Turunkan joli!” perintahnya kepada para penggotongnya. Empat orang penggotong dan dua belas orang pengikut itu menjadi terheran-heran ketika nona mereka membuka tirai merah joli itu dan memberi isarata kepada Goan Ciang untuk memasuki joli! Joli itu kecil saja, kalau ditumpangi dua orang tentu akan berhimpitan! Akan tetapi karena yang menyuruhnya adalah pemilik joli, dan dia tidak melihat tempat lain yang lebih baik untuk bersembunyi, diapun masuk ke dalam joli.

“Hayo, jalan kembali, tenang dan biasa saja, jangan panik,” kata wanita itu kepada para penggotong dan para pengikutnya. Joli digotong lagi dan perjalanan dilanjutkan.

Cu Goan Ciang juga terkejut dan mukanya terasa panas, tentu berwarna merah sekali ketika dia melihat bahwa yang menyuruh dia masuk ke joli yang kini duduk di sebelahnya, bahkan duduk berhimpitan karena joli itu terlalu kecil untuk mereka berdua, adalah seorang gadis yang cantik manis berusia kurang lebih delapan belas tahun! Gadis itu berwajah bulat telur, sepasang matanya lebar dan jeli, senyumnya wajar dan pakaiannya dari sutera halus namun riasan mukanya sederhana saja. Biarpun demikian, kesederhanaan itu justeru membuat kecantikannya semakin menonjol. Keharuman yang lembut membuai Goan Ciang, dan dia dapat merasakan kehangatan dan kelembutan tubuh gadis itu yang duduk berhimpitan dengan dia, beradu sisi pinggul dan paha. Selama hidupnya, belum pernah dia berdekatan dan akrab dengan wanita dan sekali ini, dia duduk berhimpitan seperti itu. Tentu saja jantungnya berdebar aneh dan dia seperti seekor tikus di sudut yang dihadapi kucing. Tidak berani bergerak, bahkan kalau mungkin dia akan menghentikan pernapasannya.

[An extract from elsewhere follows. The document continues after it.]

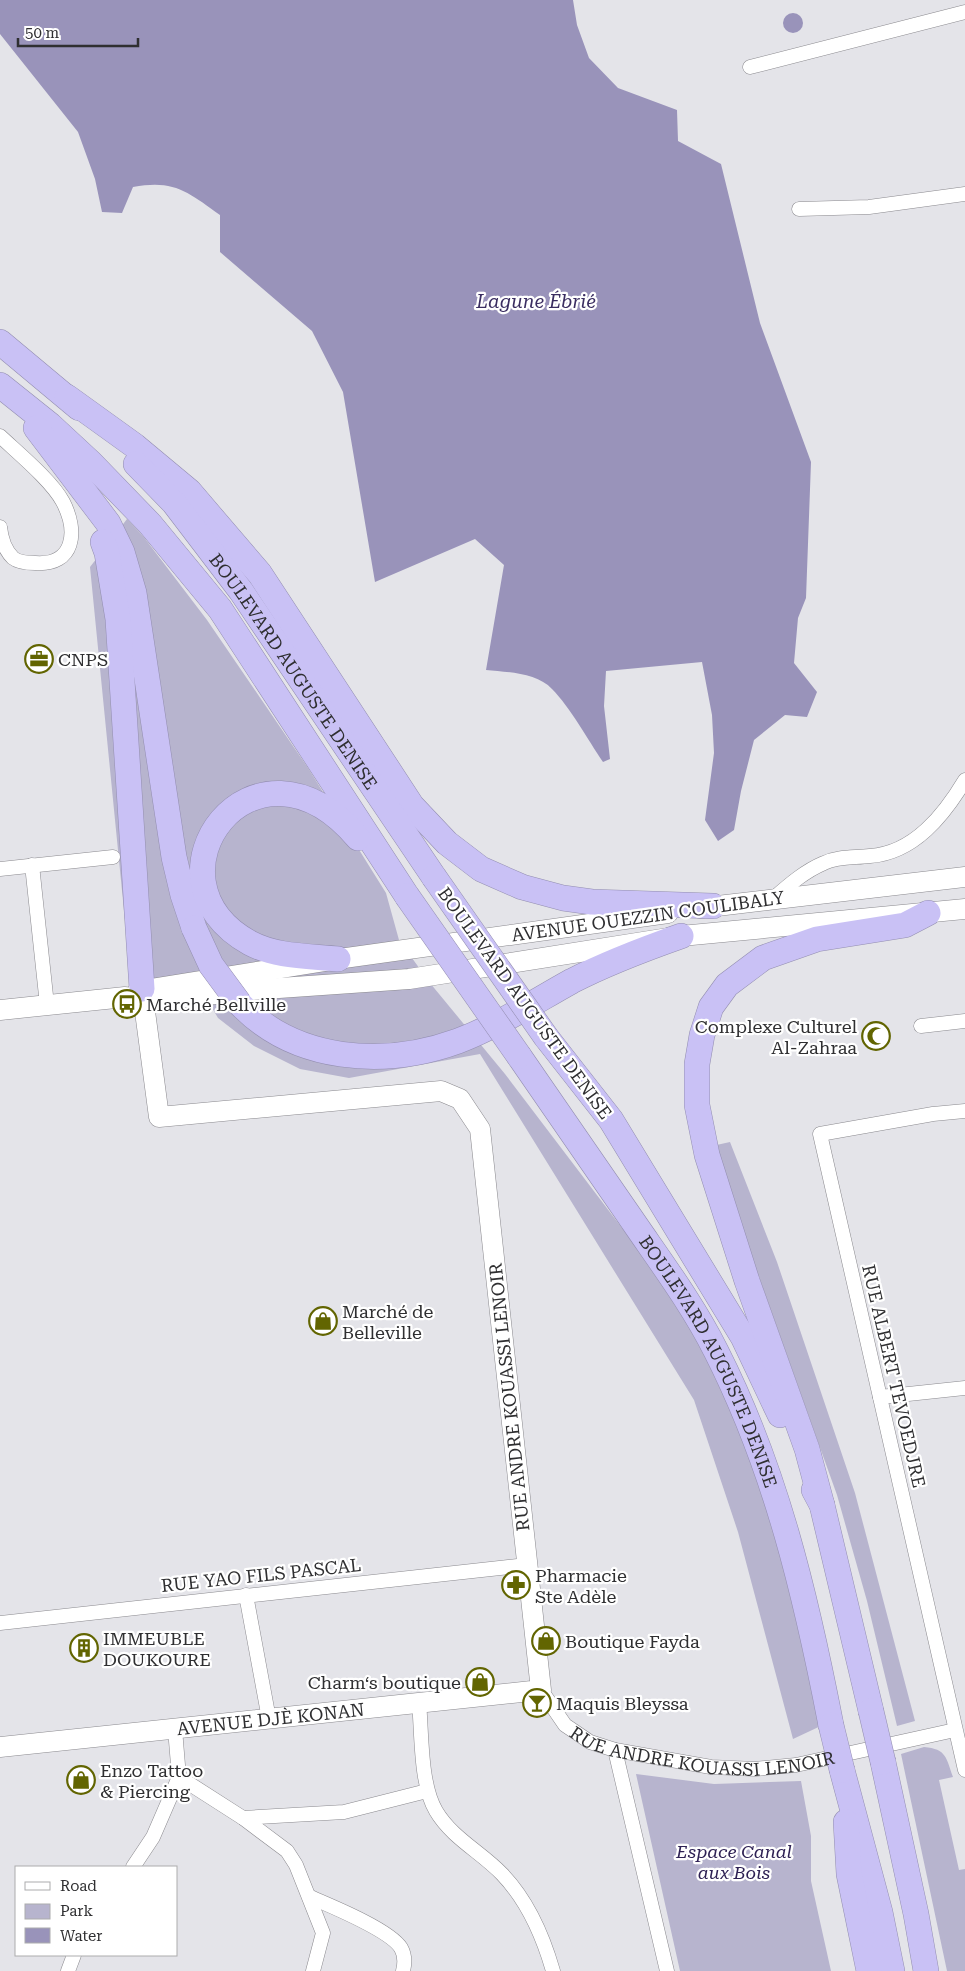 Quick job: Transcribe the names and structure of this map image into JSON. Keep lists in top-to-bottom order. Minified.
{"streets":{"highway":["BOULEVARD AUGUSTE DENISE"],"street":["AVENUE OUEZZIN COULIBALY","RUE ALBERT TEVOEDJRE","RUE ANDRE KOUASSI LENOIR","RUE YAO FILS PASCAL","AVENUE DJÈ KONAN"]},"crossings":[["AVENUE OUEZZIN COULIBALY","RUE ANDRE KOUASSI LENOIR"],["RUE ALBERT TEVOEDJRE","RUE ANDRE KOUASSI LENOIR"],["RUE ANDRE KOUASSI LENOIR","RUE YAO FILS PASCAL"],["RUE ANDRE KOUASSI LENOIR","AVENUE DJÈ KONAN"]],"water":["Lagune Ébrié"],"parks":["Espace Canal aux Bois"],"places":{"office":["CNPS"],"bus stop":["Marché Bellville"],"mosque":["Complexe Culturel Al-Zahraa"],"shop":["Marché de Belleville","Boutique Fayda","Charm‘s boutique","Enzo Tattoo & Piercing"],"pharmacy":["Pharmacie Ste Adèle"],"building":["IMMEUBLE DOUKOURE"],"bar":["Maquis Bleyssa"]},"legend":["Road","Park","Water"],"scale_bar":"50 m"}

Rombongan itu menuju ke pintu gerbang timur. Di tengah perjalanan, seregu prajurit menghentikan rombongan itu. “Berhenti!” terdengar bentakan perwira regu itu. “Kami bertugas menyelidiki setiap orang yang lewat di sini.” Tentu saja Cu Goan Ciang merasa tegang. Celaka, pikirnya, pasti dia akan ditangkap. Yang membuat dia menyesal adalah bahwa gadis dalam joli yang berusaha menolongnya ini akan terbawa-bawa. Maka, diapun membuat gerakan hendak meloncat keluar, akan tetapi tiba-tiba telapak tangan yang lunak dan hangat memegang pergelangan tangannya. Ketika dia menoleh ke kiri, hampir saja hidungnya menyentuh pipi gadis itu saking dekatnya mereka berhimpitan. Gadis itu menggeleng kepala perlahan sambil tersenyum. Senyum itu! Pandang mata itu! Goan Ciang menunduk, akan tetapi biarpun dia tidak jadi meloncat keluar, seluruh urat syaraf di tubuhnya menegang, siap melawan kalau sampai ketahuan dan akan ditangkap.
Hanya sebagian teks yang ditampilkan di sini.